Data released on May 19, 2016
The cestode Schistocephalus solidus has been the focus of extensive research in parasitology for over 200 years and has now become a powerful model for studying host-parasite interactions. S. solidus can be utilized to better understand the complex molecular mechanisms underlying functional changes associated with host transitions. We have sequenced and assembled (de novo) the transcriptome of S. solidus using whole organisms from three key developmental stages involved in host transitions: immature plerocercoid, mature plerocercoid and adult. Recent publications in parasitology, and more specifically on host-parasite interactions, have been strongly focused towards reviews and development of ideas and theoretical frameworks, but empirical data acquisition is still lagging behind. The main objective underlying the publication of this data is to increase the amount of publicly available resources for host-parasite systems.
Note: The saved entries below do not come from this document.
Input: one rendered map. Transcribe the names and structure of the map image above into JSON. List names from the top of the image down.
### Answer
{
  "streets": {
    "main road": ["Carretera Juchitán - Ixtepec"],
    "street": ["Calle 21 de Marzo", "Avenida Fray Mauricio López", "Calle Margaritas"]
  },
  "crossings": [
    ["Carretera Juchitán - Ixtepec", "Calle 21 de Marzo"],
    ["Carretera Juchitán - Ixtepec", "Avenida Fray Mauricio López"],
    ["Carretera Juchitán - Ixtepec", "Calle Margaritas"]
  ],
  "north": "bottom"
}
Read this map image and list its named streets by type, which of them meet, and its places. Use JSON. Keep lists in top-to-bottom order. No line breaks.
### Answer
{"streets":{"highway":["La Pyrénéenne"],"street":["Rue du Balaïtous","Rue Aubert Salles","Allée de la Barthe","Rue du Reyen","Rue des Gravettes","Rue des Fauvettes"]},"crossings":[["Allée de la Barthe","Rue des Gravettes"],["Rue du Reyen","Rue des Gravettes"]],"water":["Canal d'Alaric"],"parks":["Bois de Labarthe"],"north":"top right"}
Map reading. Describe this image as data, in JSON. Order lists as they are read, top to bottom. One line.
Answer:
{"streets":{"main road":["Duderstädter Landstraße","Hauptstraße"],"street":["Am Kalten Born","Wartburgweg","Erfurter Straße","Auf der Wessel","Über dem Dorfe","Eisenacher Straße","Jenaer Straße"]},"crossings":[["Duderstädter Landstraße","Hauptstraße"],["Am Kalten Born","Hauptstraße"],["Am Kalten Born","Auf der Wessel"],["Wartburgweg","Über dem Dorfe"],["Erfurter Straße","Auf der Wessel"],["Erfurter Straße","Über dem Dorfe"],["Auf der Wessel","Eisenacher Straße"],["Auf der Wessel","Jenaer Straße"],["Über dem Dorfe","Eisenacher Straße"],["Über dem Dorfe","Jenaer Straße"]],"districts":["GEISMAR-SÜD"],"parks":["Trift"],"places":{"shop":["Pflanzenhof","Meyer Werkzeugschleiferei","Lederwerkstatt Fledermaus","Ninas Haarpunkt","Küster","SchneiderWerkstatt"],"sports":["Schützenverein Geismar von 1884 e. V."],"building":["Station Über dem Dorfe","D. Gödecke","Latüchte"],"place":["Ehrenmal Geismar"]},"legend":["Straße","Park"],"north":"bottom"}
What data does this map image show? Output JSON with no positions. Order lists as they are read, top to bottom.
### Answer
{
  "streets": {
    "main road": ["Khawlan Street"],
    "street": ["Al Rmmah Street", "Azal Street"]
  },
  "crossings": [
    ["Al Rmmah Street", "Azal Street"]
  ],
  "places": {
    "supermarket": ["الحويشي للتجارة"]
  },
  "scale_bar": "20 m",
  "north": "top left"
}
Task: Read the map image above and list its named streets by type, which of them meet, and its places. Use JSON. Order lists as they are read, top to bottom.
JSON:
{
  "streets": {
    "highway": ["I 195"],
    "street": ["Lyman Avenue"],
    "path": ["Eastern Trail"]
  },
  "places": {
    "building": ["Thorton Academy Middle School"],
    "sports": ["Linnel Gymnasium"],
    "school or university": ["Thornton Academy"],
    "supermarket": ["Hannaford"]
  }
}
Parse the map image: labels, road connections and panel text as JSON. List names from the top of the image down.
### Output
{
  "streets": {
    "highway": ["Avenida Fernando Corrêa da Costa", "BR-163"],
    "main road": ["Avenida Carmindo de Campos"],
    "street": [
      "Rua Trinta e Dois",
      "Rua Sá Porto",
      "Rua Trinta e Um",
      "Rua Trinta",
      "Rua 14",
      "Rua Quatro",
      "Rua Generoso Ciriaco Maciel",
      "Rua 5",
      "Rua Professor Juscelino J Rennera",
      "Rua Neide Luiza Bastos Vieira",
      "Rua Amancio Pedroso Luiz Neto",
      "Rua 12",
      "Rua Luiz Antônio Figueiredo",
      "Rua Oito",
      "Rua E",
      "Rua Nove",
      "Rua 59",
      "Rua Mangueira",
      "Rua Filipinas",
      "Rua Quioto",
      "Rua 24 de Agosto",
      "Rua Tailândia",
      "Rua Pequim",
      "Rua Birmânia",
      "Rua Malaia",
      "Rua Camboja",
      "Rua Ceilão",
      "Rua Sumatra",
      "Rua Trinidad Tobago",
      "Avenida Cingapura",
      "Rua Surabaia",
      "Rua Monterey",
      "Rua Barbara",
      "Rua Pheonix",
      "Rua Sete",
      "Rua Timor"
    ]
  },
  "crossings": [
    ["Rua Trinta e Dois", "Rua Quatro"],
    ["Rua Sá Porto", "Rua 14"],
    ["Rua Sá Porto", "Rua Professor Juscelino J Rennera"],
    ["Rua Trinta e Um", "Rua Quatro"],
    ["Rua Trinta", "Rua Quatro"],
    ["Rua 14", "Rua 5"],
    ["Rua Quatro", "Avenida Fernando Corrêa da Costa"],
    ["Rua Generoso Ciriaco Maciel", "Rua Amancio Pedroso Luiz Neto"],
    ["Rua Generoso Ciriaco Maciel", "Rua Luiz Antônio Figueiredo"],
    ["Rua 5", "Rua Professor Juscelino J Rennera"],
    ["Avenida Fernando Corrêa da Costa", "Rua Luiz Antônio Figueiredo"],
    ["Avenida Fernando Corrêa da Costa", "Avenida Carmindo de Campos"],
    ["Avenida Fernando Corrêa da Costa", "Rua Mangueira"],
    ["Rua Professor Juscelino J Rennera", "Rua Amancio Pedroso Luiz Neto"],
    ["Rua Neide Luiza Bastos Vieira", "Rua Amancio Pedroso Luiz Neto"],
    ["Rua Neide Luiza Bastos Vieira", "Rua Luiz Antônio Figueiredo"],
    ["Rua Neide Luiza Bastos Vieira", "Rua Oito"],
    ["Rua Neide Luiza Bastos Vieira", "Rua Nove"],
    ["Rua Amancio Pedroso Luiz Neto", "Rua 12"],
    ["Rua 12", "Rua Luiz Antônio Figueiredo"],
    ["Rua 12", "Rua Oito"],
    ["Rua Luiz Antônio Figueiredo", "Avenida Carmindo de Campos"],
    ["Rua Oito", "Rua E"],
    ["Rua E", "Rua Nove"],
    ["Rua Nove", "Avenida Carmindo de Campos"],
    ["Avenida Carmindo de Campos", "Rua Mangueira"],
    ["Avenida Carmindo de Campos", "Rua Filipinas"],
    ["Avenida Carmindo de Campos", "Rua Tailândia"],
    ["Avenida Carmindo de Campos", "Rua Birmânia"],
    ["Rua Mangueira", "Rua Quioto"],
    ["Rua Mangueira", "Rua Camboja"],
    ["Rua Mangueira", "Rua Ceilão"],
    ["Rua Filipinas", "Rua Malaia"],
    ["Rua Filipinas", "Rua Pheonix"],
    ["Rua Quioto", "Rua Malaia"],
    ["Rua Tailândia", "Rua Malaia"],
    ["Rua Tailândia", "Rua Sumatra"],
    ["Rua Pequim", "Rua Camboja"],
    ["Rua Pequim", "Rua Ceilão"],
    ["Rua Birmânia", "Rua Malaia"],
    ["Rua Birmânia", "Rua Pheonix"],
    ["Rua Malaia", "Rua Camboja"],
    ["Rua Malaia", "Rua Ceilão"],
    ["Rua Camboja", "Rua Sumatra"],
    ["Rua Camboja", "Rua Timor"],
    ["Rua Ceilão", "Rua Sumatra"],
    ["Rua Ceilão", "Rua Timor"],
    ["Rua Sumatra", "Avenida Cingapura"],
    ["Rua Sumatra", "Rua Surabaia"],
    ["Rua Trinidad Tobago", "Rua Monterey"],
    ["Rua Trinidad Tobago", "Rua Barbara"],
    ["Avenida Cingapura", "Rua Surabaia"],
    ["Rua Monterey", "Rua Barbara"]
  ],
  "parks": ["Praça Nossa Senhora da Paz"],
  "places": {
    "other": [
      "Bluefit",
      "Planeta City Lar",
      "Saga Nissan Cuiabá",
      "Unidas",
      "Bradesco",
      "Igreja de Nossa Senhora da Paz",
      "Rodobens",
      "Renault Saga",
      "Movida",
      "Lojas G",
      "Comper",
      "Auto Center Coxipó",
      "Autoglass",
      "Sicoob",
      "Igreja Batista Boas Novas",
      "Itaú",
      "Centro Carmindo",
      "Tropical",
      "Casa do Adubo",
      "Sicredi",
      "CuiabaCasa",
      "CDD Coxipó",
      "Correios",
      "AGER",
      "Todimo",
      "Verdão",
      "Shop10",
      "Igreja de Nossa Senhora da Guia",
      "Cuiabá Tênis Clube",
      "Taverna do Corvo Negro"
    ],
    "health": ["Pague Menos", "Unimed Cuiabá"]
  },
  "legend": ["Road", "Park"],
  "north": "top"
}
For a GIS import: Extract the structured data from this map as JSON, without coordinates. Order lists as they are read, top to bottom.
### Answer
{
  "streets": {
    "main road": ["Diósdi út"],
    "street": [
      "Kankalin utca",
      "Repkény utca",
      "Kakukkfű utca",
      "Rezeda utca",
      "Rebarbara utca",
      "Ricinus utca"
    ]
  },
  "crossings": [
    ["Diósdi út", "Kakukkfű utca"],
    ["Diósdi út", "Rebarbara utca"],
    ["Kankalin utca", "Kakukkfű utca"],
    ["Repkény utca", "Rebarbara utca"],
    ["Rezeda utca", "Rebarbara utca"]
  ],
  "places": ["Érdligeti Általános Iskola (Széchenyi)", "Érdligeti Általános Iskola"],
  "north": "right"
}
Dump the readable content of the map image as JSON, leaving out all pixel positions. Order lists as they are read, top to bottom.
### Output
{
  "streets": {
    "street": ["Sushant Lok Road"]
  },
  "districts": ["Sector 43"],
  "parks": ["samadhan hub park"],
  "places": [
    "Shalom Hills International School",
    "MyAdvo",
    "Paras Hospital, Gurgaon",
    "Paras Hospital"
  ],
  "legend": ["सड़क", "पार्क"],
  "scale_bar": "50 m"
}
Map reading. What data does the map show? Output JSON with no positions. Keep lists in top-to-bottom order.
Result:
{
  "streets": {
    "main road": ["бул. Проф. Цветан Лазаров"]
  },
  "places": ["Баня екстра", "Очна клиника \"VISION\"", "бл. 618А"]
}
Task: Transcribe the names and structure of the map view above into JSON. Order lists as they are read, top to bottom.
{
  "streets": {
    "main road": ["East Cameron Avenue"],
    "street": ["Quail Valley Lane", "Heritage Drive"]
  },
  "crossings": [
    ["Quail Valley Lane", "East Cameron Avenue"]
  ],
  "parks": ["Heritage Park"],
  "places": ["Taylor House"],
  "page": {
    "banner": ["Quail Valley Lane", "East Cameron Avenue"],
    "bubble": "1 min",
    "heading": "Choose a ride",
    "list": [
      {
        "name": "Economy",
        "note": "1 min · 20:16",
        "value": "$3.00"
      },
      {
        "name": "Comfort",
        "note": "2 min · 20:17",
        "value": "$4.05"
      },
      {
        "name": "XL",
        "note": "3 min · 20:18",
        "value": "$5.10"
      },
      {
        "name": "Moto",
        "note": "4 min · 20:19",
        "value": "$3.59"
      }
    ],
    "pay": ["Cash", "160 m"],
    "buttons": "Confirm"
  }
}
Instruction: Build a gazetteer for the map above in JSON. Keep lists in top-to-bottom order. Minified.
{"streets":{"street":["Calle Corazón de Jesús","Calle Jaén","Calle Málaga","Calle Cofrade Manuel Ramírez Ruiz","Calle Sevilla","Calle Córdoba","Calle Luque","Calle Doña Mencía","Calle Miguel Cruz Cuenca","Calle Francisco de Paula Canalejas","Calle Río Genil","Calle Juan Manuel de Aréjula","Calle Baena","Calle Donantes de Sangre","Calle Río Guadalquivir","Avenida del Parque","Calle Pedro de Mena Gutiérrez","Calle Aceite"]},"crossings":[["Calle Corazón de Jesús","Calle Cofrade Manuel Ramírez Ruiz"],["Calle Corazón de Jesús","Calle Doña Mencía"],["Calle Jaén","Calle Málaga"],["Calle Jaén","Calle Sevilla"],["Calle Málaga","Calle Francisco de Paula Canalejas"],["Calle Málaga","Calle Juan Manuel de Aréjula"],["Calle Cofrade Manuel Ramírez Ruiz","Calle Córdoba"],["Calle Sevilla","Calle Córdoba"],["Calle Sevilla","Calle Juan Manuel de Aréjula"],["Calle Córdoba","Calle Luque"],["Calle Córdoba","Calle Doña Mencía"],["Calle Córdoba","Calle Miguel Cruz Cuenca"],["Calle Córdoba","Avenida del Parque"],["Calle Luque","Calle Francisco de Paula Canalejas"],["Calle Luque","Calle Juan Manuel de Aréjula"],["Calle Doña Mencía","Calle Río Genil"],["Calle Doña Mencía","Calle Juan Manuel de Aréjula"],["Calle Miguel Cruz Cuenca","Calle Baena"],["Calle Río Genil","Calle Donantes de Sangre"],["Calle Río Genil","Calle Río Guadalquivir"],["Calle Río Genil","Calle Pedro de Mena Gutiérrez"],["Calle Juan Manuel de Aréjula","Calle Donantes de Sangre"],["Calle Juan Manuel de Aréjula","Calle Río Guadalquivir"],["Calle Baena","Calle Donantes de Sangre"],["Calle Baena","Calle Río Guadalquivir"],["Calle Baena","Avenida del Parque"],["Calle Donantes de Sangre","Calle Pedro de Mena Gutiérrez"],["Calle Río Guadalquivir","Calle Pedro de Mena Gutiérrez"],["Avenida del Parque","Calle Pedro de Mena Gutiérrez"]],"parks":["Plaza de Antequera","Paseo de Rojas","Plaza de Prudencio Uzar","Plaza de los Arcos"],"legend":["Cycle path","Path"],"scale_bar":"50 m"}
Our de novo assembly pipeline for the transcriptome of Schistocephalus solidus allowed us to reconstruct 24,765 high-confidence, non-redundant transcripts, associated with 10,285 unique genes. In total 7,323 unique genes (71%) were assigned at least one gene ontology (GO) term, and 4,270 (35%) were assigned at least one KEGG pathway ID. Phylogenetic relationships with other parasitic and non-parasitic worm species were investigated, allowing the identification of 1,977 genes that are specific to S. solidus, 3,425 core orthologs shared only among parasites and 6,892 putative orthologs shared among all worm species included in the analysis.
Accessibility to high-quality genetic resources for a wide panel of host-parasite systems is fundamental not only to the advancement of knowledge on the mechanisms of host-parasite interactions, but also on the evolution of complex life cycles and parasitism itself. This is, to our knowledge, the first large-scale transcriptomic dataset for Schistocephalus solidus.